Saved entries:
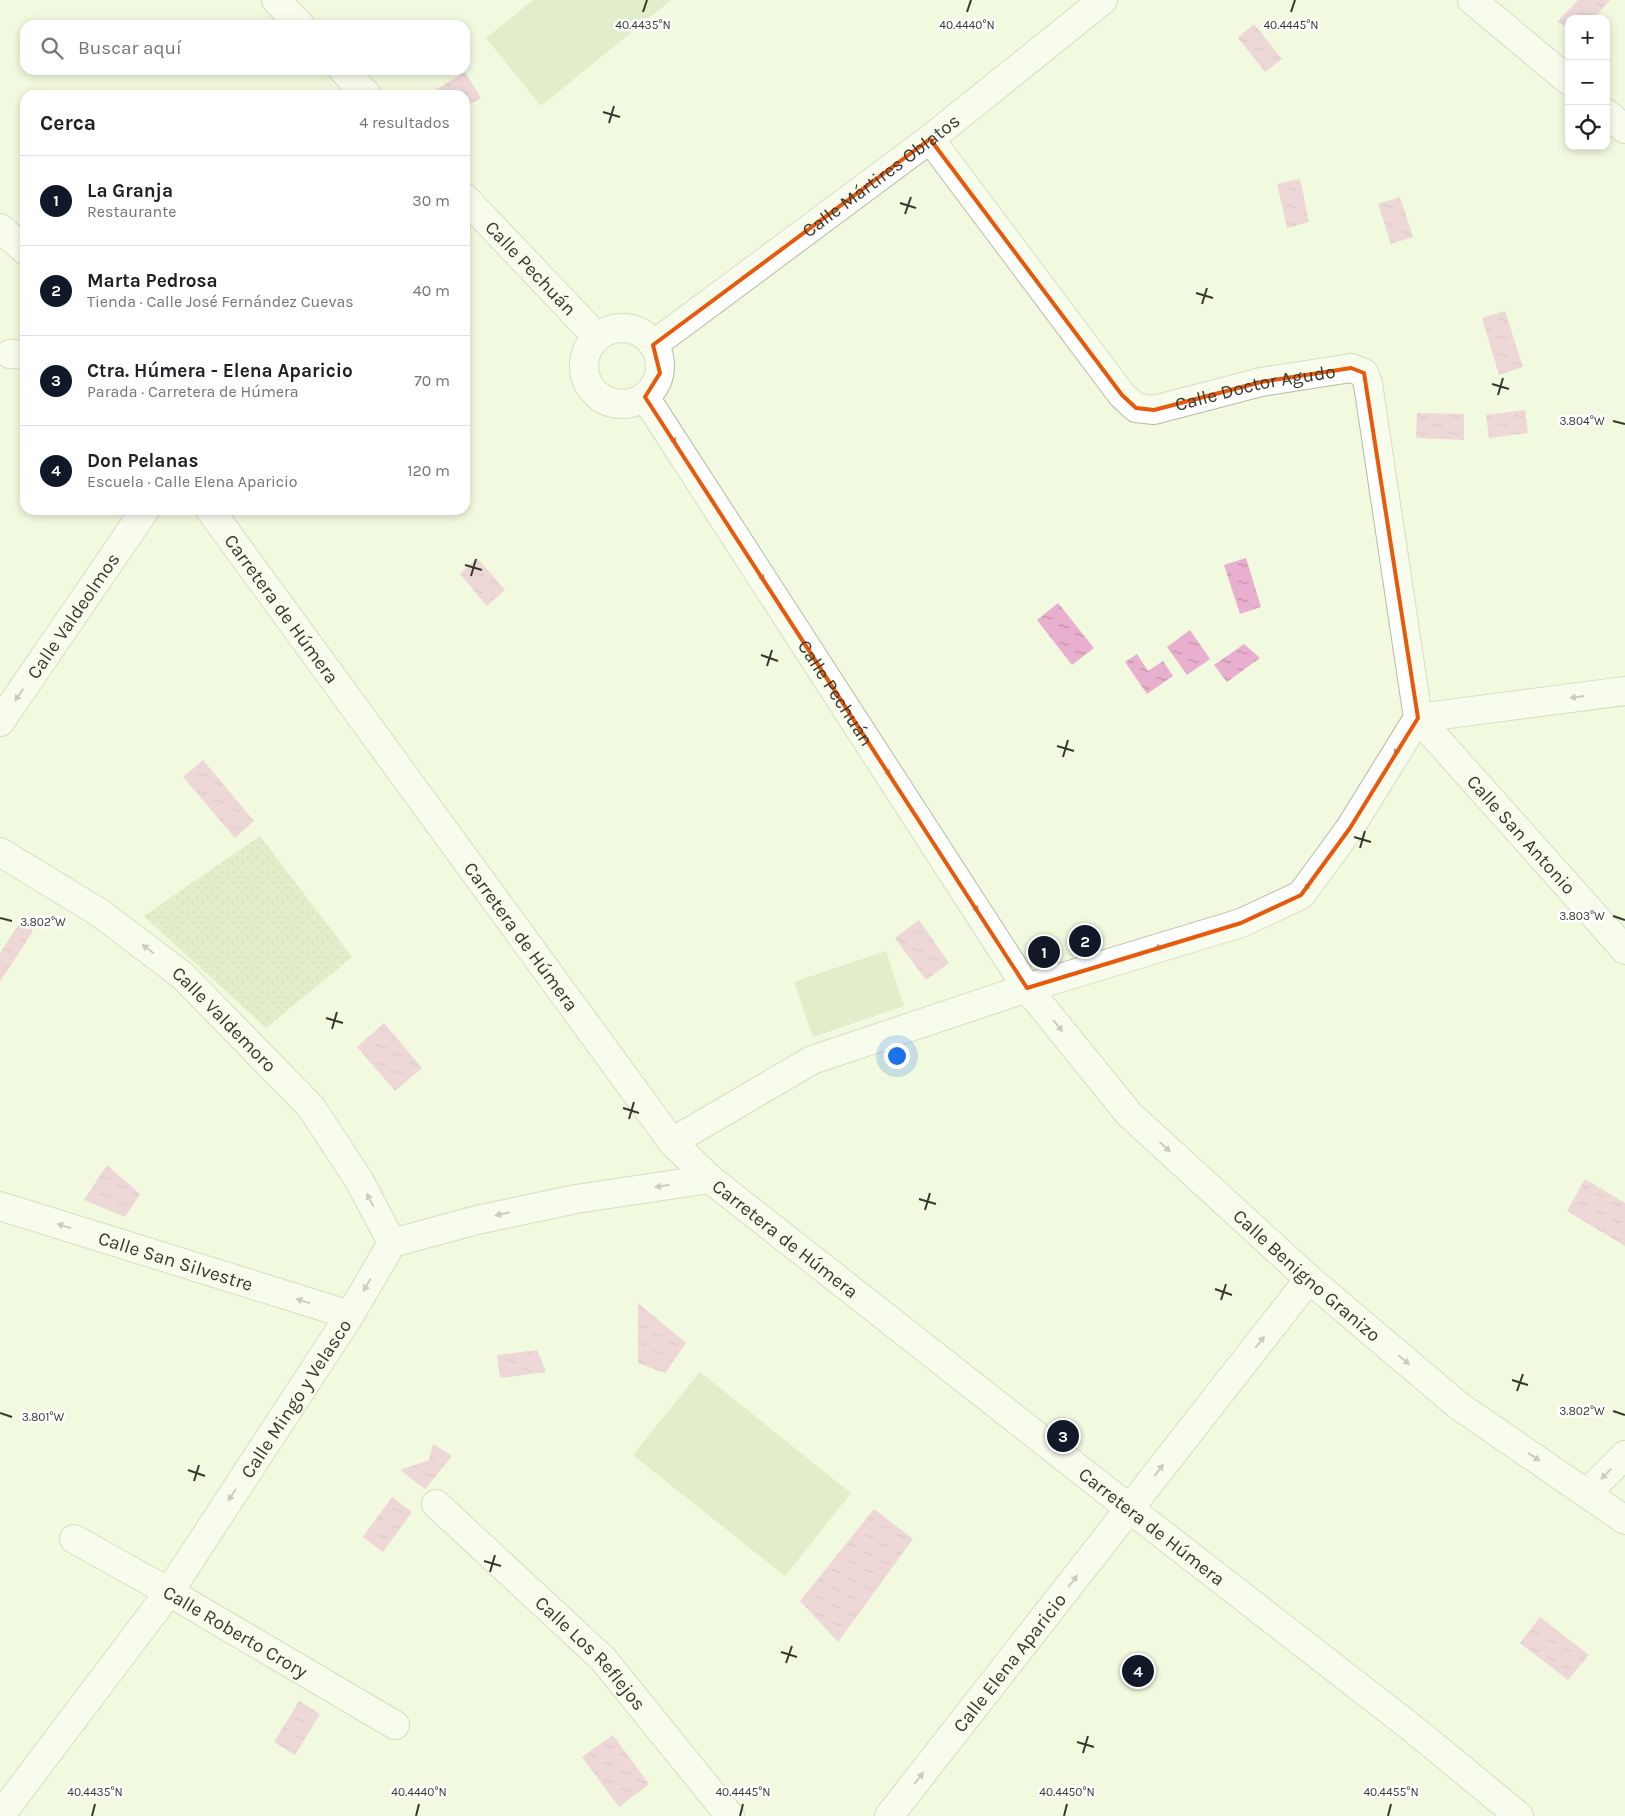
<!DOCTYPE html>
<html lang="es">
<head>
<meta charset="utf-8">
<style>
  :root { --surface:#fff; --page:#f6f6f6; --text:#202124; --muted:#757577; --line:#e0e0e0; --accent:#111827 }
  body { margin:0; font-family:Karla,sans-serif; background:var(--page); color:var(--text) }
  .controls { position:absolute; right:15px; top:15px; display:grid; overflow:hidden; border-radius:10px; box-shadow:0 2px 8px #0003 }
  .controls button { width:45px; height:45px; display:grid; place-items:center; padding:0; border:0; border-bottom:1px solid var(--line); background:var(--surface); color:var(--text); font:25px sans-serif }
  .you { position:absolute; left:896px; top:1055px; width:18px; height:18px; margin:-12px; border:4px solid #fff; border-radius:50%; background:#1a73e8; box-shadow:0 0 0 8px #1a73e833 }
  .badge { display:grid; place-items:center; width:32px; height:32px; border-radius:50%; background:var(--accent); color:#fff; font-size:16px; font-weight:700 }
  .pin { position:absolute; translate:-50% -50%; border:2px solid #fff; box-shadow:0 1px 5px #0006 }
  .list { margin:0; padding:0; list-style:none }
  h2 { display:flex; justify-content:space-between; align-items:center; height:65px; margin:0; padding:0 20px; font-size:21px }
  h2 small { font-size:16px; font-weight:400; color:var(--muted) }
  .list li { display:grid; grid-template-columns:32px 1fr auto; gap:15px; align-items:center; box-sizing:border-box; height:90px; padding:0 20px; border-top:1px solid var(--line) }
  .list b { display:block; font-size:19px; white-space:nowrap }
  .list p { margin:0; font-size:16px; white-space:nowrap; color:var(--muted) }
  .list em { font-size:16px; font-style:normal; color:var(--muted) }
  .icon { flex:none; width:28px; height:28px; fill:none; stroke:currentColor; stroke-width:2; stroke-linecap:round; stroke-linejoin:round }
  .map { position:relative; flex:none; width:1625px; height:1816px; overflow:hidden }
  .search { position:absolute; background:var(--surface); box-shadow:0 2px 8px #0003; left:20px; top:20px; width:450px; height:55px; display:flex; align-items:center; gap:12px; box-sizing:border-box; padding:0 18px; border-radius:15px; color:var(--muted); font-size:19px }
  .panel { position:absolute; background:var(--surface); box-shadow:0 2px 8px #0003; left:20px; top:90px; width:450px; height:425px; border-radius:15px }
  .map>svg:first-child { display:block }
  .park { fill:url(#park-dots) }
  .pitch { fill:#d1ddaf }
  .water { fill:url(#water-ripples) }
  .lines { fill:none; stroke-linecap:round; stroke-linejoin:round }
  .minor-casing { stroke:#b5bca2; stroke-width:30 }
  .minor { stroke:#fff; stroke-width:28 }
  .oneway { fill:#9a9c96 }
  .marked { fill:none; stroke:#e8590c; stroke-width:4; stroke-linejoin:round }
  .ticks { fill:none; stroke:#36392e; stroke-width:2 }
  .labels { text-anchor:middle; stroke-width:5; stroke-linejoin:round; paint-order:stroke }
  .street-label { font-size:19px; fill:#36392e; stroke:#fff }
  .ticks-label { font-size:12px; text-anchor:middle; fill:#36392e; stroke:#fff; stroke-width:5; stroke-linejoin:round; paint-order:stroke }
</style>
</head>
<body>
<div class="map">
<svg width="1625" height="1816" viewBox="0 0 1625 1816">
  <defs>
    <pattern id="park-dots" width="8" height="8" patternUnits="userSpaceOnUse" patternTransform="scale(1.25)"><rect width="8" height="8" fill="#d1ddaf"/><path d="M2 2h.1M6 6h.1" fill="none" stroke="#b4be97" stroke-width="1.8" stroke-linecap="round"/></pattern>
    <pattern id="water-ripples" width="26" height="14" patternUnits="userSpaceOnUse" patternTransform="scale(1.25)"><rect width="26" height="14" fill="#e9afce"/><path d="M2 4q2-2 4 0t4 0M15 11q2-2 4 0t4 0" fill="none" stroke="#be8fa8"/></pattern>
  </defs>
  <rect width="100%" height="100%" fill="#f1f9de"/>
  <path class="park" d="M260 836 352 957 266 1028 144 916Z"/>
  <path class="pitch" d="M533 0H671L541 106 486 38Z
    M886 951 904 1006 813 1037 794 982Z
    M700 1372 851 1493 785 1576 633 1455Z"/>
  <path class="water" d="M1578 0H1610L1593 19H1569V28L1557 22Z
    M1254 24 1282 59 1265 72 1238 38Z
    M465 72 481 98 465 107V95H427Z
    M1300 179 1309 222 1287 228 1277 184Z
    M1400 197 1413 237 1391 244 1378 204Z
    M1505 311 1523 367 1499 375 1482 318Z
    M1525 410 1528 433 1489 438 1486 415Z
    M1417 413 1464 414V440L1416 438Z
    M477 558 505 590 487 606 460 574Z
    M1246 558 1261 607 1240 614 1224 565Z
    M1058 603 1094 648 1072 665 1037 620Z
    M1190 630 1210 659 1187 675 1167 647Z
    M1244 644 1260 658 1227 682 1214 665Z
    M1137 654 1148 671 1163 661 1173 676 1147 694 1125 662Z
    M203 760 254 821 235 838 183 777Z
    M22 919 33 931 0 982V953Z
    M919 920 949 963 926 980 895 938Z
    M384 1023 422 1068 395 1091 357 1047Z
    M107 1165 140 1194 125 1217 84 1200Z
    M1585 1179 1625 1203V1246L1567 1211Z
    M638 1303 686 1343 665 1373 638 1363Z
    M537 1350 546 1372 500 1378 497 1355Z
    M433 1444 452 1456 425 1489 400 1470 429 1460Z
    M392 1497 412 1512 383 1552 363 1537Z
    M874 1509 913 1539 838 1642 800 1601Z
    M1540 1617 1589 1655 1568 1680 1520 1643Z
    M299 1701 320 1714 295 1755 274 1742Z
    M613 1735 649 1784 619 1807 582 1757Z"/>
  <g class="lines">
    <defs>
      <g id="minor">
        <path d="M276 0 300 25"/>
        <path d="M1472 0 1569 81"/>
        <path d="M343 70 367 95"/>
        <path d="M1606 113 1625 129"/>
        <path id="s1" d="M930 139 1122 395 1136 408 1154 410 1261 382 1351 368 1364 373 1368 384 1418 718 1625 950"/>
        <path id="s2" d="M465 198 597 337"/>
        <path d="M0 228 25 250"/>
        <circle cx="622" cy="366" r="38"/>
        <path id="s3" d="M653 345 930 139 1103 0"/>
        <path d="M10 354 25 355"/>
        <path id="s4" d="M645 397 1027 988 1129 1114 1309 1279 1459 1406 1625 1520"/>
        <path id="s5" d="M210 510 672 1142 710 1179 1130 1509 1412 1728 1519 1816"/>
        <path id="s6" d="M0 722 145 510"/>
        <path id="s7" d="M0 852 100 913 183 976 311 1107 359 1180 392 1243"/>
        <path d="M672 1142 812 1060 1027 988 1241 923 1301 895 1350 828 1418 718 1625 691"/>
        <path id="s8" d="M0 1206 350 1315"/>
        <path d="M1587 1493 1625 1455"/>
        <path id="s9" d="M436 1504 603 1659 730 1816"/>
        <path id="s10" d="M74 1539 169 1592 395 1725"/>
        <path id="s11" d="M0 1816 169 1592 350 1315 392 1243 477 1220 576 1199 710 1179"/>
        <path id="s12" d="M889 1816 1309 1279"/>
      </g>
    </defs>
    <use href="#minor" class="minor-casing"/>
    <use href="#minor" class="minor"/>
  </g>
  <defs><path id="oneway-solid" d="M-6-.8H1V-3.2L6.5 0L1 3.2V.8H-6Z" transform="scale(1.25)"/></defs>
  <g class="oneway">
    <use href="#oneway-solid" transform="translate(672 438) rotate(57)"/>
    <use href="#oneway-solid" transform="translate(760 575) rotate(57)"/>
    <use href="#oneway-solid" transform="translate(19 695) rotate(125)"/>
    <use href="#oneway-solid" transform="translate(1577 697) rotate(173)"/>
    <use href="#oneway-solid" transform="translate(1398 749) rotate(121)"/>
    <use href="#oneway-solid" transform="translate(886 770) rotate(57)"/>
    <use href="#oneway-solid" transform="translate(1309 885) rotate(126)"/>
    <use href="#oneway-solid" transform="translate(974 906) rotate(57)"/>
    <use href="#oneway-solid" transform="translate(1161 947) rotate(163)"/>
    <use href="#oneway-solid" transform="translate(148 949) rotate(-143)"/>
    <use href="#oneway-solid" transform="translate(1058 1026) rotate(51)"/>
    <use href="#oneway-solid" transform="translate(1165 1147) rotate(43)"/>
    <use href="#oneway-solid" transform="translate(662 1186) rotate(171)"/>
    <use href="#oneway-solid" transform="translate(370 1200) rotate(-118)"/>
    <use href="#oneway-solid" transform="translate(502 1214) rotate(168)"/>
    <use href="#oneway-solid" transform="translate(64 1226) rotate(-163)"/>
    <use href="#oneway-solid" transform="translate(367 1285) rotate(121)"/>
    <use href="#oneway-solid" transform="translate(303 1301) rotate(-163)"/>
    <use href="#oneway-solid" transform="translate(1260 1342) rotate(-52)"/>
    <use href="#oneway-solid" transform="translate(1404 1360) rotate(40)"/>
    <use href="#oneway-solid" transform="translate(1534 1457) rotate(34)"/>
    <use href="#oneway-solid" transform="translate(1159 1470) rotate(-52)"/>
    <use href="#oneway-solid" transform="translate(1606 1474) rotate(135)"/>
    <use href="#oneway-solid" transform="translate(232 1495) rotate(123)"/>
    <use href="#oneway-solid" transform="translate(1073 1581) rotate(-52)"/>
    <use href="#oneway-solid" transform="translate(919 1778) rotate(-52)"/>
  </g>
  <path d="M0 0H1625V1816H0ZM930 139 1122 395 1136 408 1154 410 1261 382 1351 368 1364 373 1418 718 1350 828 1301 895 1241 923 1027 988 645 397 660 373 653 345Z" fill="#f1f9de" fill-opacity=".55" fill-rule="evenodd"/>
  <path class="marked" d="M930 139 1122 395 1136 408 1154 410 1261 382 1351 368 1364 373 1418 718 1350 828 1301 895 1241 923 1027 988 645 397 660 373 653 345Z"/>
  <path class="ticks" d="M643 12 647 0M967 12 971 0M1291 12 1295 0M603 112 620 117M609 123 614 106M900 203 916 208M905 214 911 197M1196 293 1213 298M1202 304 1207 288M1492 384 1509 389M1498 395 1503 378M1613 421 1625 424M465 565 482 570M471 576 476 559M761 655 778 661M767 666 772 650M1057 746 1074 751M1063 757 1068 740M1354 837 1371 842M1360 848 1365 831M1613 916 1625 920M0 918 12 921M326 1018 343 1023M332 1029 337 1012M623 1108 639 1113M629 1119 634 1102M919 1199 936 1204M925 1210 930 1193M1215 1289 1232 1295M1221 1300 1226 1284M1512 1380 1528 1385M1517 1391 1523 1374M1613 1411 1625 1415M0 1413 12 1417M188 1470 205 1476M194 1481 199 1465M484 1561 501 1566M490 1572 495 1555M781 1652 797 1657M786 1663 792 1646M1077 1742 1094 1747M1083 1753 1088 1736M92 1816 95 1804M416 1816 419 1804M740 1816 743 1804M1064 1816 1067 1804M1388 1816 1391 1804"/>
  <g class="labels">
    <g class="street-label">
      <text dy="7" stroke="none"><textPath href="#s3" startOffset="284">Calle Mártires Oblatos</textPath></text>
      <text dy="7" stroke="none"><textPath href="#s2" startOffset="96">Calle Pechuán</textPath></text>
      <text dy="7" stroke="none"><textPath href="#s1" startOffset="461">Calle Doctor Agudo</textPath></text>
      <text dy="7" stroke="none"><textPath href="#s5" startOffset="122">Carretera de Húmera</textPath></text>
      <text dy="7" stroke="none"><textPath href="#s6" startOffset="129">Calle Valdeolmos</textPath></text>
      <text dy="7" stroke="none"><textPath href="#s4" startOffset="352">Calle Pechuán</textPath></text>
      <text dy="7" stroke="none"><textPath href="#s1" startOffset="1078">Calle San Antonio</textPath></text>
      <text dy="7" stroke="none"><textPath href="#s5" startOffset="528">Carretera de Húmera</textPath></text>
      <text dy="7" stroke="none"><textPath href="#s7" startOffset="281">Calle Valdemoro</textPath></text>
      <text dy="7" stroke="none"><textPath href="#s5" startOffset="932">Carretera de Húmera</textPath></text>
      <text dy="7" stroke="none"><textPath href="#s8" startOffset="184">Calle San Silvestre</textPath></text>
      <text dy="7" stroke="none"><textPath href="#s4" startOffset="1106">Calle Benigno Granizo</textPath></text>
      <text dy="7" stroke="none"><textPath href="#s11" startOffset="512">Calle Mingo y Velasco</textPath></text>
      <text dy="7" stroke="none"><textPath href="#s5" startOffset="1398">Carretera de Húmera</textPath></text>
      <text dy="7" stroke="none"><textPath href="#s10" startOffset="186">Calle Roberto Crory</textPath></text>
      <text dy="7" stroke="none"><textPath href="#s9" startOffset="215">Calle Los Reflejos</textPath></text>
      <text dy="7" stroke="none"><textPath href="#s12" startOffset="195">Calle Elena Aparicio</textPath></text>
    </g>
  </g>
  <g class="ticks-label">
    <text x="643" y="29">40.4435°N</text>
    <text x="967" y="29">40.4440°N</text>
    <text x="1291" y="29">40.4445°N</text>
    <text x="1582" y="425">3.804°W</text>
    <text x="1582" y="920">3.803°W</text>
    <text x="43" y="926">3.802°W</text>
    <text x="1582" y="1415">3.802°W</text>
    <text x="43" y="1421">3.801°W</text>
    <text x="95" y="1796">40.4435°N</text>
    <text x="419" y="1796">40.4440°N</text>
    <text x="743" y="1796">40.4445°N</text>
    <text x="1067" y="1796">40.4450°N</text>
    <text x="1391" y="1796">40.4455°N</text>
  </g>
</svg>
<div class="controls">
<button>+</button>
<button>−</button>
<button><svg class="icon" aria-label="locate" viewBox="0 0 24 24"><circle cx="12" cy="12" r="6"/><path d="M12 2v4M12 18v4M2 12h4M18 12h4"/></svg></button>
</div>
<div class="you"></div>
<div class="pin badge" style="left:1044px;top:952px">1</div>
<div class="pin badge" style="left:1085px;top:941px">2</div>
<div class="pin badge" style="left:1063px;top:1436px">3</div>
<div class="pin badge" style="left:1138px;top:1671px">4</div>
<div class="search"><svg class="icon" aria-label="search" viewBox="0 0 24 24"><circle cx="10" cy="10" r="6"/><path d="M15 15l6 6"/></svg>Buscar aquí</div>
<section class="panel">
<h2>Cerca<small>4 resultados</small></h2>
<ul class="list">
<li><span class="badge">1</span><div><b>La Granja</b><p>Restaurante</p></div><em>30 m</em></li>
<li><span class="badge">2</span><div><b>Marta Pedrosa</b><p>Tienda · Calle José Fernández Cuevas</p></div><em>40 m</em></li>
<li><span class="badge">3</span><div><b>Ctra. Húmera - Elena Aparicio</b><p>Parada · Carretera de Húmera</p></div><em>70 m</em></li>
<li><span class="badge">4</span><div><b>Don Pelanas</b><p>Escuela · Calle Elena Aparicio</p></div><em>120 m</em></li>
</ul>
</section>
</div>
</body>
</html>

_TASK OBJECTIVE_.
Return each line from the entries above that includes "lines".

_ANSWER TO THIS PROBLEM_.
  .lines { fill:none; stroke-linecap:round; stroke-linejoin:round }
  <g class="lines">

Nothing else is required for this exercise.